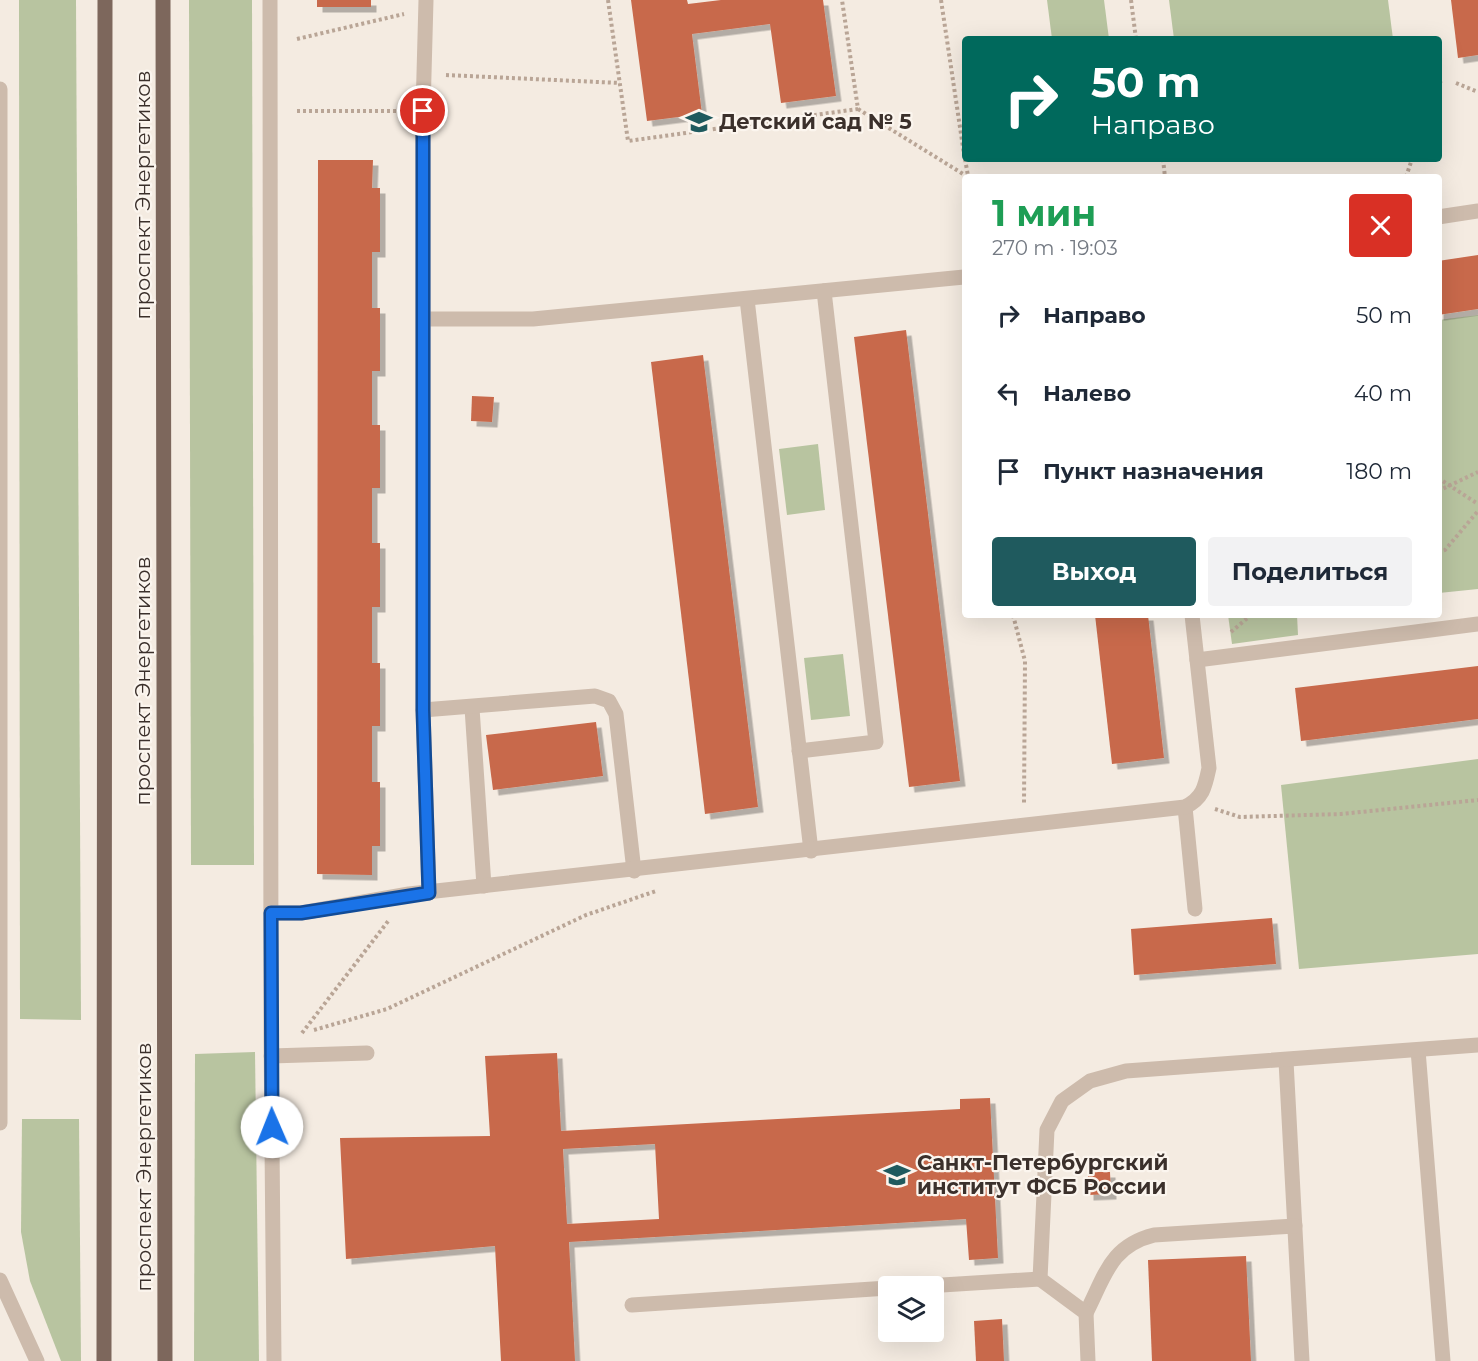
<!DOCTYPE html>
<html lang="ru">
<meta charset="utf-8">
<style>
:root{--surface:#fff;--page:#f2f2f3;--text:#1f2937;--muted:#747a83;--accent:#1f5a5e}
body{margin:0;font-family:Montserrat,sans-serif;background:var(--page);color:var(--text);height:100vh;display:flex;flex-direction:column;font-size:22px;white-space:nowrap}
*{box-sizing:border-box;margin:0}
p{font-size:20px;color:var(--muted)}
.icon{flex:none;width:33px;height:33px;fill:none;stroke:currentColor;stroke-width:2;stroke-linecap:round;stroke-linejoin:round}
.map{position:relative;flex:1;overflow:hidden}
.drawer{position:absolute;left:962px;top:174px;width:480px;height:444px;display:flex;flex-direction:column;background:var(--surface);border-radius:6px;box-shadow:0 6px 24px #0002}
.drawer>*{flex:none}
.guide{position:absolute;left:962px;top:36px;width:480px;height:126px;border-radius:6px;box-shadow:0 6px 24px #0002;background:#00695c;color:#fff;overflow:hidden}
.tools{position:absolute;left:878px;top:1276px;display:grid;gap:12px}
.tools a{display:grid;place-items:center;width:66px;height:66px;border-radius:6px;background:var(--surface);box-shadow:0 6px 24px #0002;font-size:30px}
.pin{position:absolute;display:grid;place-items:center;width:51px;height:51px;color:#fff;margin:-26px;border:3px solid #fff;border-radius:50%;box-shadow:0 2px 6px #0007}
.me{position:absolute;width:66px;margin:-33px;rotate:359deg;stroke-linejoin:round;filter:drop-shadow(0 0 4px #0008)}
.turn{display:flex;align-items:center;gap:21px;height:126px;padding:0 30px;font-size:27px}
.turn .icon{width:78px;height:78px;stroke-width:2.5}
.turn b{display:block;font-size:42px;line-height:51px}
.round{display:grid;place-items:center;flex:none;width:63px;height:63px;border-radius:6px;background:var(--page)}
.head{display:flex;align-items:center;justify-content:space-between;height:102px;padding:0 30px}
h1{font-size:36px;font-weight:700;line-height:45px;color:#1e9e55}
.button{display:flex;gap:12px;margin-top:auto;padding:12px 30px}
.button a{flex:1;height:69px;border-radius:6px;background:var(--accent);color:#fff;font-size:24px;font-weight:700;line-height:69px;text-align:center}
.button a+a{background:var(--page);color:var(--text)}
ul{padding:0;list-style:none}
li{display:flex;align-items:center;gap:18px;height:78px;padding:0 30px}
li div{flex:1}
li b{display:block;font-size:22px}
li em{font-style:normal}
.map>svg:first-child{display:block}
</style>
<div class="map">
<svg width="1478" height="1361" viewBox="0 0 1478 1361">
<defs>
<filter id="shadow"><feDropShadow dx="5.5" dy="5.5" stdDeviation="0" flood-color="#0004"/></filter>
</defs>
<rect width="100%" height="100%" fill="#f4ebe1"/>
<!-- green -->
<g fill="#b8c4a0">
<path d="M19,0h57l5,1020 -61,-1z"/>
<path d="M189,0h63l2,865h-63z"/>
<path d="M1047,0h57l5,39h-57z"/>
<path d="M1169,0h219l5,39h-219z"/>
<path d="M1478,315v274l-39,4v-273z"/>
<path d="M818,444l7,66 -38,5 -8,-66z"/>
<path d="M1228,615h69l1,20 -66,9z"/>
<path d="M843,654l7,62 -39,4 -7,-62z"/>
<path d="M1478,759v195l-179,15 -18,-184z"/>
<path d="M255,1052l4,309h-65l1,-307z"/>
<path d="M22,1119h57l2,242h-20l-31,-80 -9,-49z"/>
</g>
<!-- building -->
<g fill="#c8694b" fill-rule="evenodd" filter="url(#shadow)">
<rect x="317" y="0" width="54" height="7"/>
<path d="M631,0h56l1,4 33,-4h102l13,96 -55,7 -11,-79 -78,10 10,80 -55,7z"/>
<path d="M1451,0h27v55l-20,3z"/>
<path d="M318,160h55l-1,28h8v64h-8v56h8v63h-8v54h8v63h-8v55h8v64h-8v56h8v63h-8v56h8v64h-8v29l-55,-1z"/>
<path d="M1478,255v54l-40,6v-54z"/>
<path d="M906,330l54,451 -51,6 -55,-450z"/>
<path d="M703,355l55,452 -53,7 -54,-452z"/>
<path d="M472,396l22,1 -2,25 -21,-1z"/>
<path d="M1095,615h53l16,143 -52,6z"/>
<path d="M1478,666v53l-177,22 -6,-53z"/>
<path d="M596,722l7,54 -110,14 -7,-55z"/>
<path d="M1272,918l4,46 -142,11 -3,-46z"/>
<path d="M557,1053l4,78 399,-22v-10l30,-1 8,160 -29,2 -3,-41 -397,23 6,119h-74l-6,-115 -149,13 -6,-121 150,-2 -5,-80zM655,1144l4,75 -92,5 -4,-75z"/>
<path d="M1088,1172h22l1,22 -23,1z"/>
<path d="M1246,1256l5,105h-99l-4,-101z"/>
<path d="M1002,1319l2,42h-28l-2,-40z"/>
</g>
<g fill="none" stroke-linecap="round" stroke-linejoin="round">
<!-- path -->
<g stroke="#b9a596" stroke-width="4" stroke-dasharray="3 3" stroke-linecap="butt">
<path d="M608,0l20,141 230,-32 -16,-109"/>
<path d="M941,0l23,154"/>
<path d="M1131,0l5,39"/>
<path d="M297,39l107,-25"/>
<path d="M446,75l174,8"/>
<path d="M1456,83l22,9"/>
<path d="M1438,87l3,-6"/>
<path d="M858,109l110,68"/>
<path d="M297,111h104"/>
<path d="M965,159l3,17"/>
<path d="M1163,159l2,18"/>
<path d="M1015,160l1,-1"/>
<path d="M1406,177l6,-18"/>
<path d="M1438,478l40,26"/>
<path d="M1438,491l40,-19"/>
<path d="M1438,552l7,-2 33,-39"/>
<path d="M1013,615l12,46 -1,143"/>
<path d="M1231,632l20,-17"/>
<path d="M1215,809l25,8 101,-3 137,-14"/>
<path d="M314,1030l73,-21 199,-94 70,-24"/>
<path d="M302,1033l87,-113"/>
</g>
<!-- service -->
<g stroke="#cdbbac" stroke-width="15">
<path d="M426,0l-3,111v599l6,183"/>
<path d="M1438,217l40,-6"/>
<path d="M747,299l64,552"/>
<path d="M425,319h108l431,-42"/>
<path d="M1197,660l281,-36"/>
<path d="M472,708l12,178"/>
<path d="M423,710l172,-14 14,5 7,13 18,157"/>
<path d="M799,751l77,-9 -52,-451"/>
<path d="M1185,807l10,102"/>
<path d="M271,913h30l108,-19 776,-87c18,-9 20,-20 24,-39l-17,-153"/>
<path d="M1418,1050l25,311"/>
<path d="M271,1056l96,-3"/>
<path d="M1286,1061l16,300"/>
<path d="M910,1287l130,-8"/>
<path d="M632,1305l256,-17"/>
<path d="M1086,1313c19,-37 24,-67 68,-78l141,-9"/>
<path d="M1088,1361l-2,-48 -46,-34 7,-149 15,-29 28,-20 36,-10 352,-26"/>
</g>
<!-- minor -->
<g stroke="#cdbbac" stroke-width="15">
<path d="M270,0l1,1034 3,327"/>
<path d="M0,89v1034"/>
<path d="M0,1280l37,81"/>
</g>
<!-- primary -->
<g stroke="#7d675c" stroke-width="15">
<path d="M163,0l2,1361"/>
<path d="M104,1361l1,-1361"/>
</g>
</g>
<g fill="none" stroke-linecap="round" stroke-linejoin="round">
<!-- route casing -->
<g stroke="#114b97" stroke-width="15">
<path id="route" d="M272,1127l-1,-214h30l128,-20 -6,-183v-599"/>
</g>
<!-- route -->
<use href="#route" stroke="#1a73e8" stroke-width="10"/>
</g>
<!-- icons -->
<defs>
<g id="school-bare" transform="scale(2.07)"><path d="M0-5L7-2L0 1L-7-2ZM-4 1L0 2.5L4 1V4Q0 6-4 4Z" fill="#1f5a5e" stroke="#fbf5ee" stroke-width="2.5" paint-order="stroke"/></g>
<g id="university-bare" transform="scale(2.07)"><path d="M0-5L7-2L0 1L-7-2ZM-4 1L0 2.5L4 1V4Q0 6-4 4Z" fill="#1f5a5e" stroke="#fbf5ee" stroke-width="2.5" paint-order="stroke"/></g>
</defs>
<g fill-rule="evenodd">
<use href="#school-bare" x="699" y="122"/>
<use href="#university-bare" x="897" y="1175"/>
</g>
<g text-anchor="middle" stroke-width="4.5" stroke-linejoin="round" paint-order="stroke">
<!-- poi labels -->
<g font-size="21" font-weight="bold" fill="#3b302b" stroke="#fbf5ee" text-anchor="start">
<text x="719" y="129">Детский сад № 5</text>
<text x="917" y="1170">Санкт-Петербургский<tspan x="917" dy="24">институт ФСБ России</tspan></text>
</g>
<!-- street labels -->
<g font-size="21" fill="#3b302b" stroke="#fbf5ee">
<text transform="translate(143 195) rotate(-90)" y="7">проспект Энергетиков</text>
<text transform="translate(143 681) rotate(-90)" y="7">проспект Энергетиков</text>
<text transform="translate(144 1167) rotate(-90)" y="7">проспект Энергетиков</text>
</g>
</g>
</svg>
<div class="tools">
<a><svg class="icon" aria-label="layers" viewBox="0 0 24 24"><path d="M12 4l9 5-9 5-9-5zM3 14l9 5 9-5"/></svg></a>
</div>
<div class="pin" style="left:423px;top:111px;background:#d93025"><svg class="icon" aria-label="arrive" viewBox="0 0 24 24"><path d="M6 21V4h12l-3 4 3 4H6"/></svg></div>
<svg class="me" style="left:272px;top:1127px" viewBox="-20 -20 40 40"><circle r="19" fill="#fff"/><path d="M0-13L10 11 0 6-10 11z" fill="#1a73e8"/></svg>
<div class="guide">
<div class="turn"><svg class="icon" aria-label="right" viewBox="0 0 24 24"><path d="M7 20v-9h11M14 6l5 5-5 5"/></svg><div><b>50 m</b>Направо</div></div>
</div>
<section class="drawer">
<div class="head"><div><h1>1 мин</h1><p>270 m · 19:03</p></div><a class="round" style="background:#d93025;color:#fff"><svg class="icon" aria-label="close" viewBox="0 0 24 24"><path d="M6 6l12 12M18 6L6 18"/></svg></a></div>
<ul>
<li><svg class="icon" aria-label="right" viewBox="0 0 24 24"><path d="M7 20v-9h11M14 6l5 5-5 5"/></svg><div><b>Направо</b></div><em>50 m</em></li>
<li><svg class="icon" aria-label="left" viewBox="0 0 24 24"><path d="M17 20v-9H6M10 6l-5 5 5 5"/></svg><div><b>Налево</b></div><em>40 m</em></li>
<li><svg class="icon" aria-label="arrive" viewBox="0 0 24 24"><path d="M6 21V4h12l-3 4 3 4H6"/></svg><div><b>Пункт назначения</b></div><em>180 m</em></li>
</ul>
<div class="button"><a>Выход</a><a>Поделиться</a></div>
</section>
</div>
----
» INSTRUCTIONS TO FOLLOW:
In the entries above, identify every line with the string "overflow".

» OUTPUT:
.map{position:relative;flex:1;overflow:hidden}
.guide{position:absolute;left:962px;top:36px;width:480px;height:126px;border-radius:6px;box-shadow:0 6px 24px #0002;background:#00695c;color:#fff;overflow:hidden}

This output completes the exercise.